Stored data entries
────────────────────────────────────────
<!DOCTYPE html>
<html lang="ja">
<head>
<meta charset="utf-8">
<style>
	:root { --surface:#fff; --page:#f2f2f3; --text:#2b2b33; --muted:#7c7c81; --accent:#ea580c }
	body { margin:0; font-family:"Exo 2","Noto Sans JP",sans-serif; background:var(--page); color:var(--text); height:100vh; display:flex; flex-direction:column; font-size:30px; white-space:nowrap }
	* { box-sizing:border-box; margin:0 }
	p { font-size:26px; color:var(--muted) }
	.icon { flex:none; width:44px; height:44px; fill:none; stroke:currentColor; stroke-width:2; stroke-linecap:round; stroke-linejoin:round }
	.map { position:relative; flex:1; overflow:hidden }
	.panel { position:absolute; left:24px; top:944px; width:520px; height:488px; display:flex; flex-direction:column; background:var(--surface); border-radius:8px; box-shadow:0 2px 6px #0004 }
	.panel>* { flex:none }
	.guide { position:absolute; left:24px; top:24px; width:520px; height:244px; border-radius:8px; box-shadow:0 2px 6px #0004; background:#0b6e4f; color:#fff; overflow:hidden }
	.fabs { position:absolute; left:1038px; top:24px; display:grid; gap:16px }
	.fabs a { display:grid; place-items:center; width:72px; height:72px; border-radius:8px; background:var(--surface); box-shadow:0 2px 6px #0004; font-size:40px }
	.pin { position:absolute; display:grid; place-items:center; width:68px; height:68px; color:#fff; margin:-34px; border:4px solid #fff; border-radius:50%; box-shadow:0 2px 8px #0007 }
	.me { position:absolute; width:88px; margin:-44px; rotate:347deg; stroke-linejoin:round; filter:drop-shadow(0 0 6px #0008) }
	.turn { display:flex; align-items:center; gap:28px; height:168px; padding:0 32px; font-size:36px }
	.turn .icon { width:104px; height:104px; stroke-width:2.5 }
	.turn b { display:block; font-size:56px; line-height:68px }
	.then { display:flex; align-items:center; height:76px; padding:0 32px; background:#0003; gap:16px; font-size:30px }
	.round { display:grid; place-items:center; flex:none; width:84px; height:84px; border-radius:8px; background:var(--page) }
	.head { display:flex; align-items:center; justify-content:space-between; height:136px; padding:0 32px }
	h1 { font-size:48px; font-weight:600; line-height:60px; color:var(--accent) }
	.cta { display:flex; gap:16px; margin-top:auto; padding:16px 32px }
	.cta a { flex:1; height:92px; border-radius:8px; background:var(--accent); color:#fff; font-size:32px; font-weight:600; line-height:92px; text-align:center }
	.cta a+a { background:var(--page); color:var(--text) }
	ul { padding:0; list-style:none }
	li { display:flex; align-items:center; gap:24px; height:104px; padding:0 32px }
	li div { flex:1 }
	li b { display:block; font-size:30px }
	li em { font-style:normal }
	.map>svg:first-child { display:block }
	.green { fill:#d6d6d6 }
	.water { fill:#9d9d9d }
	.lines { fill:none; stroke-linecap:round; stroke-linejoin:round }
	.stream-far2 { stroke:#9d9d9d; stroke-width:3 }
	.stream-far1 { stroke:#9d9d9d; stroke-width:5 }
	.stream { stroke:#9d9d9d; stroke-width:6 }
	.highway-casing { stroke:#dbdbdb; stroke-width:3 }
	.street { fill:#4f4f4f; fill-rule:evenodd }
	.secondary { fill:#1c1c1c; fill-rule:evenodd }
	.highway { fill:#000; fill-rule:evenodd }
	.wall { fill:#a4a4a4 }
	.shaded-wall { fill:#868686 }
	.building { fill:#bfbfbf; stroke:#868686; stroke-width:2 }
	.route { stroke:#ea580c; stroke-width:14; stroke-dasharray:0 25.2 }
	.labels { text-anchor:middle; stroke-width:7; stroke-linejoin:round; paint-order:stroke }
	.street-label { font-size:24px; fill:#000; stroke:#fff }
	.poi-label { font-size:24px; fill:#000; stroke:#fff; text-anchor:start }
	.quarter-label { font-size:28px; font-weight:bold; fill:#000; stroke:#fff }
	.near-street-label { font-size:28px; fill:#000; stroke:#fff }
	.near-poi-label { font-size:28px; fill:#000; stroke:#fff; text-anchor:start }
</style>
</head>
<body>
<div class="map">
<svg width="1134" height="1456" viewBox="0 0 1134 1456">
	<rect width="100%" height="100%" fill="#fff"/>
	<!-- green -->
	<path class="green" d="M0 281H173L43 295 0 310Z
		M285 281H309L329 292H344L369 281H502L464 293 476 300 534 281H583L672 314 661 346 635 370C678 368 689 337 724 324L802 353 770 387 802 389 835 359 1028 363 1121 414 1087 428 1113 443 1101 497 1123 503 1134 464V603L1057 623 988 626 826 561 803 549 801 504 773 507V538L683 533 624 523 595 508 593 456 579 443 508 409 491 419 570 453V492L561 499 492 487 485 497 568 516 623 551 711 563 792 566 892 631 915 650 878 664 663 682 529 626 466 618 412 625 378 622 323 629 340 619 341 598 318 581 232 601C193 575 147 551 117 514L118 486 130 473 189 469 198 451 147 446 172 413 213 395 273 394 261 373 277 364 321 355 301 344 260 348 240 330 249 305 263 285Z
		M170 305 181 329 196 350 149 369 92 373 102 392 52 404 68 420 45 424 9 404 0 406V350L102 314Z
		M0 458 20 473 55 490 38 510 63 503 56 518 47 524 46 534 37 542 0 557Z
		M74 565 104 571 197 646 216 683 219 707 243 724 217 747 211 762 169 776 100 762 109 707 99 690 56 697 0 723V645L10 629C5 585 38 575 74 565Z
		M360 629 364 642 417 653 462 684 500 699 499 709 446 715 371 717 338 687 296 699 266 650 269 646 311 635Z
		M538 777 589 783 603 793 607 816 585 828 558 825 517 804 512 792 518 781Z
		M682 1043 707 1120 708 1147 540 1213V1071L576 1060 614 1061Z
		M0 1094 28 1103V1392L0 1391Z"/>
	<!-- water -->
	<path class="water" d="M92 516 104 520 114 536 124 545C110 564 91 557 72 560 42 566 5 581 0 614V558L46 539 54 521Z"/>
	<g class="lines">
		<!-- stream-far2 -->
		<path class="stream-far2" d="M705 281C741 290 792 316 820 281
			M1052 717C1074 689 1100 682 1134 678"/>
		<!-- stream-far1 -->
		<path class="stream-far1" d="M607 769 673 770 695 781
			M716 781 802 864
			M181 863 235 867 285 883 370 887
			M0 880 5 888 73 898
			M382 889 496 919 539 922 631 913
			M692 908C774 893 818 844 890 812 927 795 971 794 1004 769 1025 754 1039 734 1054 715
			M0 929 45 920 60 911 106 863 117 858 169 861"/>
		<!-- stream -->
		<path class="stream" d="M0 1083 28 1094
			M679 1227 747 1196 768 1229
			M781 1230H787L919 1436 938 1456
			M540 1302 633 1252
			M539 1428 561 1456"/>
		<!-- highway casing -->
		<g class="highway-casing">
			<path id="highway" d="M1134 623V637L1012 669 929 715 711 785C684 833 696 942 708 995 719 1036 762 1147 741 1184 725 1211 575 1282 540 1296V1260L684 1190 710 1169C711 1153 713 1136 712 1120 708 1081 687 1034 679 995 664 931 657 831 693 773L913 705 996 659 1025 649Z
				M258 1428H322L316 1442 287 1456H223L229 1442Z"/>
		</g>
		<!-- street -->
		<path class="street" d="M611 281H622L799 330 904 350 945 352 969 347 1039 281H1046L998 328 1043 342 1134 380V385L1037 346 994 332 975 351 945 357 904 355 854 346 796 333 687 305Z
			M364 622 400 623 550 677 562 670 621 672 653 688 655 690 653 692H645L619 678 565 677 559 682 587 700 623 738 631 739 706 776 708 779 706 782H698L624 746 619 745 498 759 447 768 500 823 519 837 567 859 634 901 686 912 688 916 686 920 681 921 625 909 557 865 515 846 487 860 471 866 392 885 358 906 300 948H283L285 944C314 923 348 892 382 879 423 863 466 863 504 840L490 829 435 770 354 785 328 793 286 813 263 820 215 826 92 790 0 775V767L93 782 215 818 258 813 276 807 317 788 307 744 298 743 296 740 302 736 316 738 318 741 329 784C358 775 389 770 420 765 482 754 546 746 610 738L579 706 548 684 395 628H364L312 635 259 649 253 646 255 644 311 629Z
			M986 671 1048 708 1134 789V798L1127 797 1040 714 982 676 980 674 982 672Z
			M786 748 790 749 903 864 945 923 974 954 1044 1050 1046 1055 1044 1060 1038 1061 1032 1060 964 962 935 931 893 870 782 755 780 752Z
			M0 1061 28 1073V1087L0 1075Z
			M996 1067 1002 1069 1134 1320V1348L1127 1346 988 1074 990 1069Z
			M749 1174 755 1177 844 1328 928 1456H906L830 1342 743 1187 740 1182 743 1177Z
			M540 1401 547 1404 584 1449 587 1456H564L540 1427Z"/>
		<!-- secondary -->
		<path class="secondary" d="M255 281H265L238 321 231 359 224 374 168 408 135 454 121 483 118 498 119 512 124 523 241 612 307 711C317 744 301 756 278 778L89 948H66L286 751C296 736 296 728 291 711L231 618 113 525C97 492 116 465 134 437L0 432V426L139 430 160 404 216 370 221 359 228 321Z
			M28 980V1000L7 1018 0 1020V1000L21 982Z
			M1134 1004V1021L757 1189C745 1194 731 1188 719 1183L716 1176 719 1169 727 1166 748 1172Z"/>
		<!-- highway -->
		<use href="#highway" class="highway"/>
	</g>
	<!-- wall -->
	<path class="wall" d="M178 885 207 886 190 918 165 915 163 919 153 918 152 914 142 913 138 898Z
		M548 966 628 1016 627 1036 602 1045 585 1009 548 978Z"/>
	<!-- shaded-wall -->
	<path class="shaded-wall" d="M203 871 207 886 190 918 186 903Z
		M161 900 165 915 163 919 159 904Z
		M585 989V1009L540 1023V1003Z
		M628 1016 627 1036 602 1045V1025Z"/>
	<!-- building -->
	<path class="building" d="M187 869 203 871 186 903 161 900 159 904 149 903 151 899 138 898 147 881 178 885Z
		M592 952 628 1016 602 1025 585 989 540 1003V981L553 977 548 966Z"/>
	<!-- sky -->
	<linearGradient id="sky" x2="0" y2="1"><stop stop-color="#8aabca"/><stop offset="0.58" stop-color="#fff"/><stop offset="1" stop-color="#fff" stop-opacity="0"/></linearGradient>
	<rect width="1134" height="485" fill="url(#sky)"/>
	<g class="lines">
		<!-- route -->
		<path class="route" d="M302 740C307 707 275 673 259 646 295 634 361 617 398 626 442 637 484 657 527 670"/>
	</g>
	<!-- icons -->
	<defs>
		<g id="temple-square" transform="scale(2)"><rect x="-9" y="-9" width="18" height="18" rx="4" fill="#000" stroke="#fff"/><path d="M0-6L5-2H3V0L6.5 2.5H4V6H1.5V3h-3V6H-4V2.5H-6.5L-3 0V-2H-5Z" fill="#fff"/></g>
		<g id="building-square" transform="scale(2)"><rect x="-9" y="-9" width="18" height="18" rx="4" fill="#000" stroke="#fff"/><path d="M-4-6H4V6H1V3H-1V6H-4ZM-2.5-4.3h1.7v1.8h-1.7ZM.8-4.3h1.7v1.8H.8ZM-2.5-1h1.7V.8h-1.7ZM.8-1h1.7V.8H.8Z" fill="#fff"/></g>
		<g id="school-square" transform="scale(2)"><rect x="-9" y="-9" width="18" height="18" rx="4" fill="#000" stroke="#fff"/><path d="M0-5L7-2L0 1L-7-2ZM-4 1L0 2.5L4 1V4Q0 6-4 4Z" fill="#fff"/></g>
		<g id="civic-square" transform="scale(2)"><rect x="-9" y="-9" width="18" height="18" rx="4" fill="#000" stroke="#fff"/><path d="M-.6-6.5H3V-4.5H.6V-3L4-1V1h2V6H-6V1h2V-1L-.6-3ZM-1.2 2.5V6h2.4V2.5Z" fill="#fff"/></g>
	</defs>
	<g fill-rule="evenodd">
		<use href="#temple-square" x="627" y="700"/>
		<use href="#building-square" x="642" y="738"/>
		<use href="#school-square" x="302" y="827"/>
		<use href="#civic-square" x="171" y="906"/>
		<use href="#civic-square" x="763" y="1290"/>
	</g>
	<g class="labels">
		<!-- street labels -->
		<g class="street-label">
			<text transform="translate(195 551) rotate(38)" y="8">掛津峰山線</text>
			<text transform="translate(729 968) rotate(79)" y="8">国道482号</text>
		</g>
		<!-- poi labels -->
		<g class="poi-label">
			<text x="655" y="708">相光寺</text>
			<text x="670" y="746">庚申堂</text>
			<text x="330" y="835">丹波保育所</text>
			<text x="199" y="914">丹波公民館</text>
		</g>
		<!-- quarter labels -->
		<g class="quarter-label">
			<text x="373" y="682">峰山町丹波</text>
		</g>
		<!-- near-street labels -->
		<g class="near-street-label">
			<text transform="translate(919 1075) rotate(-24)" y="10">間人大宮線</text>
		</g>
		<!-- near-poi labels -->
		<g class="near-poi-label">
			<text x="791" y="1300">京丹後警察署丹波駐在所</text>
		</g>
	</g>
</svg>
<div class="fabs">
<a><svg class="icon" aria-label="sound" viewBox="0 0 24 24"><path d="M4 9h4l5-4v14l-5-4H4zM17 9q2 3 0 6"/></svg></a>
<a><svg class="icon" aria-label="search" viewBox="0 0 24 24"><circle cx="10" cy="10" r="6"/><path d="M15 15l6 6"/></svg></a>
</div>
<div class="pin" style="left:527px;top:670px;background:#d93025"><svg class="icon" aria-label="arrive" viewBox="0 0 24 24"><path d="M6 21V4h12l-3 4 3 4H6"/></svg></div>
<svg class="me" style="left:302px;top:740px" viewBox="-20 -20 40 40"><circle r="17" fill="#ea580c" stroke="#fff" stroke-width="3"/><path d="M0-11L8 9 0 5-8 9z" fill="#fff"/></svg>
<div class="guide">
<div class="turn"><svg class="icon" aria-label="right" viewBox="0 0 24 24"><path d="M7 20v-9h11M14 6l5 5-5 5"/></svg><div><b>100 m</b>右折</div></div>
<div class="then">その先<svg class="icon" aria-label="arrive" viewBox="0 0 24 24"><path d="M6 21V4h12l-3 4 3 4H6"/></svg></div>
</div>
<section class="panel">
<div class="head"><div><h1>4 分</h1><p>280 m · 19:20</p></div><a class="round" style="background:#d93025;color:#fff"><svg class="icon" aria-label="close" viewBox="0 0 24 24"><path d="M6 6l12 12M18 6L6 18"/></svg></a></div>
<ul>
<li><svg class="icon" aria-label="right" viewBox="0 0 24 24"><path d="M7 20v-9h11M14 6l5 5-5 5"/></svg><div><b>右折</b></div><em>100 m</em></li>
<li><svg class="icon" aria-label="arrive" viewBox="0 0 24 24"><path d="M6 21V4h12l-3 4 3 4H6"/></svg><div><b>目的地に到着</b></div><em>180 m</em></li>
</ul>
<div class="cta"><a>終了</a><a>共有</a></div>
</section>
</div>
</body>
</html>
────────────────────────────────────────
Task requirements
From the data above, copy out every line with the string "linecap" in it.

Finished task
	.icon { flex:none; width:44px; height:44px; fill:none; stroke:currentColor; stroke-width:2; stroke-linecap:round; stroke-linejoin:round }
	.lines { fill:none; stroke-linecap:round; stroke-linejoin:round }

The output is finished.